§ **TASK OBJECTIVE**
Whenever the word "tools" appears in a line of the listing, copy that line.
• • • • • • •
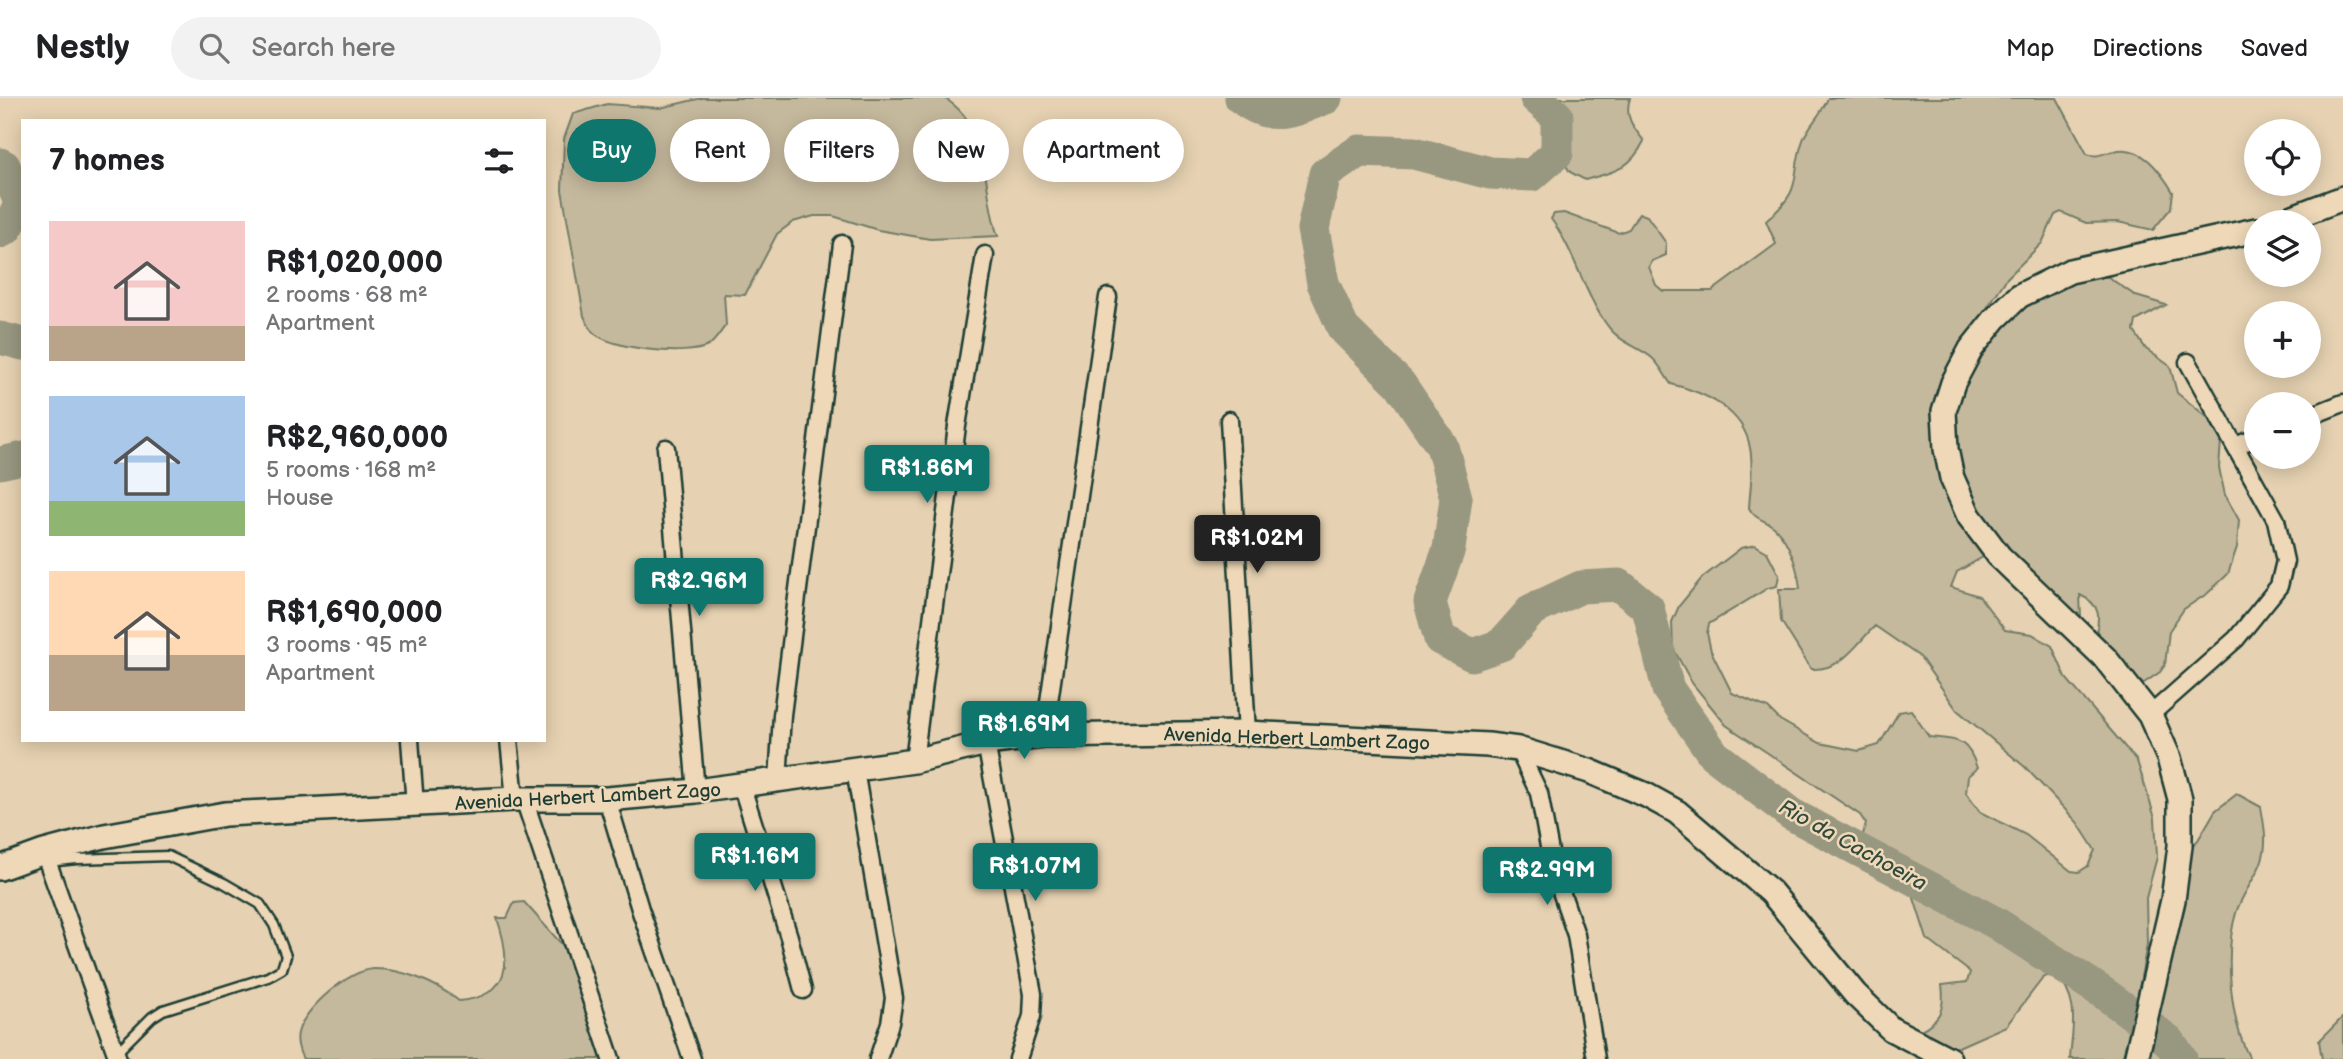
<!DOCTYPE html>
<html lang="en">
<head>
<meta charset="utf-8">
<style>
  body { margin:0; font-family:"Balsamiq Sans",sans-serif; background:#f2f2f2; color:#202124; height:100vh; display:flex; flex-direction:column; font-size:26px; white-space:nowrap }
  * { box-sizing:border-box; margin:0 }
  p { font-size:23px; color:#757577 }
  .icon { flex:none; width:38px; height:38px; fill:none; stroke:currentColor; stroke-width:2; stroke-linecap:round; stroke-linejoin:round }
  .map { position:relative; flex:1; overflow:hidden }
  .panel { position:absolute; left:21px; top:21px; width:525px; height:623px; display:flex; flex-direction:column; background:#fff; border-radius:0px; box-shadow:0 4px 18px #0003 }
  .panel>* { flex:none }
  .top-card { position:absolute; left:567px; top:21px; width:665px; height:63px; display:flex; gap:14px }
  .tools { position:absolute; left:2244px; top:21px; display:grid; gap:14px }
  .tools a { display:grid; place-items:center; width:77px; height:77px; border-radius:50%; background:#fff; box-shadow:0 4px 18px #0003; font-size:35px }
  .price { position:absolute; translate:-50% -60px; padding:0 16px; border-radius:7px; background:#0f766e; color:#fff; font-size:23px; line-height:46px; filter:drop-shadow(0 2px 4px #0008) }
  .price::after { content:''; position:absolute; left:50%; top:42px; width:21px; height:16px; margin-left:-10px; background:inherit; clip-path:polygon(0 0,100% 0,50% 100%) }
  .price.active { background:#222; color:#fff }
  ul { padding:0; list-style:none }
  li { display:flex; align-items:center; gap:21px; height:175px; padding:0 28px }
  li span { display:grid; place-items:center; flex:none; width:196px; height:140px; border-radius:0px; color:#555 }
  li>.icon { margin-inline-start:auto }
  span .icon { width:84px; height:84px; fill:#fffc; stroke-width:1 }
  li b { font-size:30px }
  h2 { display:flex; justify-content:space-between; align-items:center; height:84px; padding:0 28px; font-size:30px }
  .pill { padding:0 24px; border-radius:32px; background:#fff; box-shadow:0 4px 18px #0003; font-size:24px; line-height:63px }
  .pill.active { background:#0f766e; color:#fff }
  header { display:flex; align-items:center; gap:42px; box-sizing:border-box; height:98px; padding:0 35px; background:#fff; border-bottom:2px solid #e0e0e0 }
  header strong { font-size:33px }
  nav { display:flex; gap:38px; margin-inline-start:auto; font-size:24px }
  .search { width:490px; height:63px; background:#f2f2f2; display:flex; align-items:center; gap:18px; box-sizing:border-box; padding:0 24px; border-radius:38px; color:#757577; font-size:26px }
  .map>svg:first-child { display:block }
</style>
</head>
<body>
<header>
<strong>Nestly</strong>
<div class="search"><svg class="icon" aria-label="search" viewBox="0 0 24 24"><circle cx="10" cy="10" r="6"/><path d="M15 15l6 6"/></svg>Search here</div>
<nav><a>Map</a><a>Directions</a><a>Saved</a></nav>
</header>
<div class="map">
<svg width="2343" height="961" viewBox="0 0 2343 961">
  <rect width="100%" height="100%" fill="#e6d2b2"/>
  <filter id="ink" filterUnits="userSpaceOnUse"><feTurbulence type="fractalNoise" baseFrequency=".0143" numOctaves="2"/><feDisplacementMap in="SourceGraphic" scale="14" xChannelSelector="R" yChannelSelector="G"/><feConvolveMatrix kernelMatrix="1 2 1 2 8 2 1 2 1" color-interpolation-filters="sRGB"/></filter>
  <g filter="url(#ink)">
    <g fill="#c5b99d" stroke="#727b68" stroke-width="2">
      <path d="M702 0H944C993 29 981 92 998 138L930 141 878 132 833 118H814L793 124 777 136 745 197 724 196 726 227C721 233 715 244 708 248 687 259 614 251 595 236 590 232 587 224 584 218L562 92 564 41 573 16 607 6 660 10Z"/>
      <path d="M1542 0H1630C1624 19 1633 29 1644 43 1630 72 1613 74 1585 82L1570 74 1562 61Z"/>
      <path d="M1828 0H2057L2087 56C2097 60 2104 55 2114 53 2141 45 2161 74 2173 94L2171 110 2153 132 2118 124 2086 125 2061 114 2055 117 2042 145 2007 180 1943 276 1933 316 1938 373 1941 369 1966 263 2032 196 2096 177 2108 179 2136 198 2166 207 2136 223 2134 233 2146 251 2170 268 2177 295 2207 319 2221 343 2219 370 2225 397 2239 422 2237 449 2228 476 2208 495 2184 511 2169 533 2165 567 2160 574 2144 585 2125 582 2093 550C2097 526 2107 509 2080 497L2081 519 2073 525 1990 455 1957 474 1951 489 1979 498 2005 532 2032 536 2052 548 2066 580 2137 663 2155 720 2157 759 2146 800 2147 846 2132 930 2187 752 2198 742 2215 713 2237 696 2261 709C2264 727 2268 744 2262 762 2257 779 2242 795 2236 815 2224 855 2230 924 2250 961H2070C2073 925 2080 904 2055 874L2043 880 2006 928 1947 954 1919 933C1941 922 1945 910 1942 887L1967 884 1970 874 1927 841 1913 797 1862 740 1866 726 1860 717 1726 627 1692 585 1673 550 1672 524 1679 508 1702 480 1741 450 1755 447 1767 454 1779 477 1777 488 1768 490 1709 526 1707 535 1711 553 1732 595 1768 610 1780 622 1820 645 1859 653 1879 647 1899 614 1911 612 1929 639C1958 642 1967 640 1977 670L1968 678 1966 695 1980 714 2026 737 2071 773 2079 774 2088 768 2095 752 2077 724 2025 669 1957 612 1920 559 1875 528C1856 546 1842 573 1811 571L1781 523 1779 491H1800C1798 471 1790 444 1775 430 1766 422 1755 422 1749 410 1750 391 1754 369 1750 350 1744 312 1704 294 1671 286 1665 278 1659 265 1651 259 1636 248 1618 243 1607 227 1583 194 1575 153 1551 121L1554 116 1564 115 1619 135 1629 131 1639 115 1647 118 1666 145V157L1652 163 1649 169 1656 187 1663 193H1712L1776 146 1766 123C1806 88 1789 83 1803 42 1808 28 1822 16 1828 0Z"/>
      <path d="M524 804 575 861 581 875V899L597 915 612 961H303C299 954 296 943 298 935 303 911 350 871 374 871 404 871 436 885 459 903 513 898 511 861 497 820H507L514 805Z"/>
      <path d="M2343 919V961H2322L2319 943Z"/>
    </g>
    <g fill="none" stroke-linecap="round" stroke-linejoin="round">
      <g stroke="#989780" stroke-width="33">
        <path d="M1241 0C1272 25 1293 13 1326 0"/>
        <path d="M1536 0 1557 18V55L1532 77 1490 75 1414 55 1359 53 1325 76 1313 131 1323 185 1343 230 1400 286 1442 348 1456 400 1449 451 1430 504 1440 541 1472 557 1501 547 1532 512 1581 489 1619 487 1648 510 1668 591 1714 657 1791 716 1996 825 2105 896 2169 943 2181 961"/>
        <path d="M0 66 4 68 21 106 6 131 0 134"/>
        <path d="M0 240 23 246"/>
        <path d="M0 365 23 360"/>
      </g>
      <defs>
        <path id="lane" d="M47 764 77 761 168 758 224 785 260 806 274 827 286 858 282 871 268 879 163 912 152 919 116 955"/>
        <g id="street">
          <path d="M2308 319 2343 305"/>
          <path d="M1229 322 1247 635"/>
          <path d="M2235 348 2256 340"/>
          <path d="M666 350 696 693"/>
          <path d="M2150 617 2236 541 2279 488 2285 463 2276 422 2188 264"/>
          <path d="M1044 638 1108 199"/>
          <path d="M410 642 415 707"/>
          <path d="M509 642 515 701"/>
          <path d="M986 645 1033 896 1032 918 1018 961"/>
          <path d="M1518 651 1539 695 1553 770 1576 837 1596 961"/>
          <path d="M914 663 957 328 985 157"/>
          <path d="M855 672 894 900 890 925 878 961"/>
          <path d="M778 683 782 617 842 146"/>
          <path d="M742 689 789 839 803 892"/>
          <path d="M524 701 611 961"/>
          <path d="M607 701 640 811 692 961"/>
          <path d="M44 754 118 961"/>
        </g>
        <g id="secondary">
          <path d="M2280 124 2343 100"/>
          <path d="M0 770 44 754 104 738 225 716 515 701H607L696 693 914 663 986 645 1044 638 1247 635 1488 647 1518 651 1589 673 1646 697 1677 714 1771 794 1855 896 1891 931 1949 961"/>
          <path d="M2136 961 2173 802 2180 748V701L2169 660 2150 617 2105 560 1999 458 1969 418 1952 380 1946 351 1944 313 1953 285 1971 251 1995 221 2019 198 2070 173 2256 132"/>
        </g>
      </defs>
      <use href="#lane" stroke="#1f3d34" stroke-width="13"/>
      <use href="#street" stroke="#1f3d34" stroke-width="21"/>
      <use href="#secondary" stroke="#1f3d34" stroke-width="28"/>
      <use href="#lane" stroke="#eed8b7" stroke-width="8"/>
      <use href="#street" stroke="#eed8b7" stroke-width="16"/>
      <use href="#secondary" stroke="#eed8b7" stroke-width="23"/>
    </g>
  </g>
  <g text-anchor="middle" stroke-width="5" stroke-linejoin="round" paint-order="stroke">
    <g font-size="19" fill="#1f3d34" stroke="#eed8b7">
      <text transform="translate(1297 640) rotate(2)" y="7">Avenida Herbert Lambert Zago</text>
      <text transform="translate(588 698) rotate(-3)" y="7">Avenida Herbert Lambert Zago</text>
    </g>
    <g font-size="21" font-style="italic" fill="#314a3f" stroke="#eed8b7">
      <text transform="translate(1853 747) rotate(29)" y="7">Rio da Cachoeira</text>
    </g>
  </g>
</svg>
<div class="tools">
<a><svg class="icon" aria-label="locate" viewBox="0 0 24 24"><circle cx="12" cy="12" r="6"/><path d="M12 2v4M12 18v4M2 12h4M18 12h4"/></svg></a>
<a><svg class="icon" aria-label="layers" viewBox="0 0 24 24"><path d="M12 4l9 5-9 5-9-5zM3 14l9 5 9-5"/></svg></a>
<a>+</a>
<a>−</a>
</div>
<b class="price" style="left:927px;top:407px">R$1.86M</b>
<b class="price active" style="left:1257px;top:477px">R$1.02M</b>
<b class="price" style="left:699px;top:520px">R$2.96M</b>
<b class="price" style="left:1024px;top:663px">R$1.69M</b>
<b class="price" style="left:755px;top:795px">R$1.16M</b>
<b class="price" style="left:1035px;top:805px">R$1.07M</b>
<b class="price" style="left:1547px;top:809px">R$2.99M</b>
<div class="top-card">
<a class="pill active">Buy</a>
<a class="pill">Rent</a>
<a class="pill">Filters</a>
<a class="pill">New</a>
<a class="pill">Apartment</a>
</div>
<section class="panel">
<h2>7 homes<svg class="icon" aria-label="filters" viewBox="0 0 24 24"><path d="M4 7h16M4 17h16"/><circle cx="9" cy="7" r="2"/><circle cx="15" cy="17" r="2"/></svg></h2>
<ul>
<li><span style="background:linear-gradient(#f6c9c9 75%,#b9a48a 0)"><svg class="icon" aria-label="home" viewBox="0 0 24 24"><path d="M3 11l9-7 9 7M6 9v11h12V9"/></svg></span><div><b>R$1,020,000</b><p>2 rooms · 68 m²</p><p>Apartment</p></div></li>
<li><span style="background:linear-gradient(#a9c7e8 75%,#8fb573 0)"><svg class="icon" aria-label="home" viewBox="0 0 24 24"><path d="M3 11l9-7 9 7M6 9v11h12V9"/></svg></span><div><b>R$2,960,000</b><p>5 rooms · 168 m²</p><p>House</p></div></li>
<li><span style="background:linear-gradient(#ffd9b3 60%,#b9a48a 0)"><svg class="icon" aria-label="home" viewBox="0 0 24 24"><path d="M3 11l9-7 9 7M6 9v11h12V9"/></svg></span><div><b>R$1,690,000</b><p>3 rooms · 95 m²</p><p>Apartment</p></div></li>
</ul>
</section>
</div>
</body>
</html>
• • • • • • •
§ **SOLUTION**
  .tools { position:absolute; left:2244px; top:21px; display:grid; gap:14px }
  .tools a { display:grid; place-items:center; width:77px; height:77px; border-radius:50%; background:#fff; box-shadow:0 4px 18px #0003; font-size:35px }
<div class="tools">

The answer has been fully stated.